News

SpaceX plans IPO at $1.5T valuation to fund data centers in space

Dec 11, 2025

Key Points

  • SpaceX plans a $1.5 trillion IPO to raise $30 billion, reversing Musk's decades-long resistance to going public by pivoting from Mars-only ambitions to space-based AI compute infrastructure.
  • The company intends to deploy over one gigawatt of GPU capacity via modified Starlink satellites before competing terrestrial data centers scale in 2027, requiring billions in hardware procurement.
  • Founders Fund's $20 million 2008 investment could yield $150 billion at the IPO valuation, underscoring venture's early bet on Musk's team quality over specific technical proof points.

Summary

SpaceX is planning an IPO at a $1.5 trillion valuation to raise approximately $30 billion, reversing Elon Musk's decades-long resistance to taking the company public.
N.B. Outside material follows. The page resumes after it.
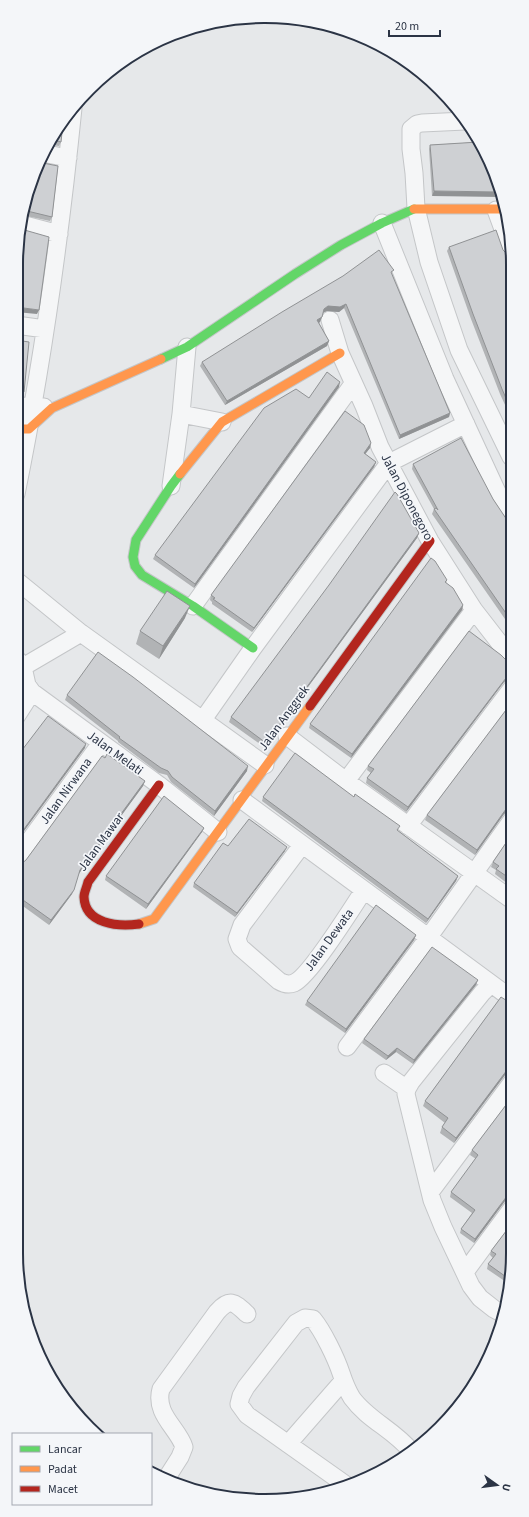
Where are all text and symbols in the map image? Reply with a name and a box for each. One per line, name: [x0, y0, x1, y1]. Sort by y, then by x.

The shift reflects a fundamental pivot in how Musk sees SpaceX's role in the AI era.

Capital for compute

Musk historically avoided an IPO, fearing public shareholder pressure would conflict with his Mars settlement ambitions. The $1.5 trillion valuation translates to roughly 65 times SpaceX's projected $22–24 billion in next-year revenue, representing enormous multiple expansion compared to NVIDIA's 24x price-to-sales ratio. The capital influx is not primarily for rockets. SpaceX plans to deploy GPUs in space via modified Starlink satellites, and buying those chips at scale demands significant cash. A gigawatt of compute deployed to orbit could cost roughly a billion dollars in hardware alone, independent of launch and deployment costs.

From Mars to data centers

Musk realized that Starlink satellites can be architected into a distributed network of data centers. This architectural pivot made an IPO suddenly plausible after decades of rejection. He has outlined an ambitious vision: next-generation Starlink satellites serving as the foundation, followed by satellite factories on the moon and mass drivers (electromagnetic railguns) to accelerate AI satellites to lunar escape velocity without rockets. He claims this scales to 100 terawatts per year of AI compute and represents progress toward a Kardashev Type II civilization (harnessing all energy output of a star).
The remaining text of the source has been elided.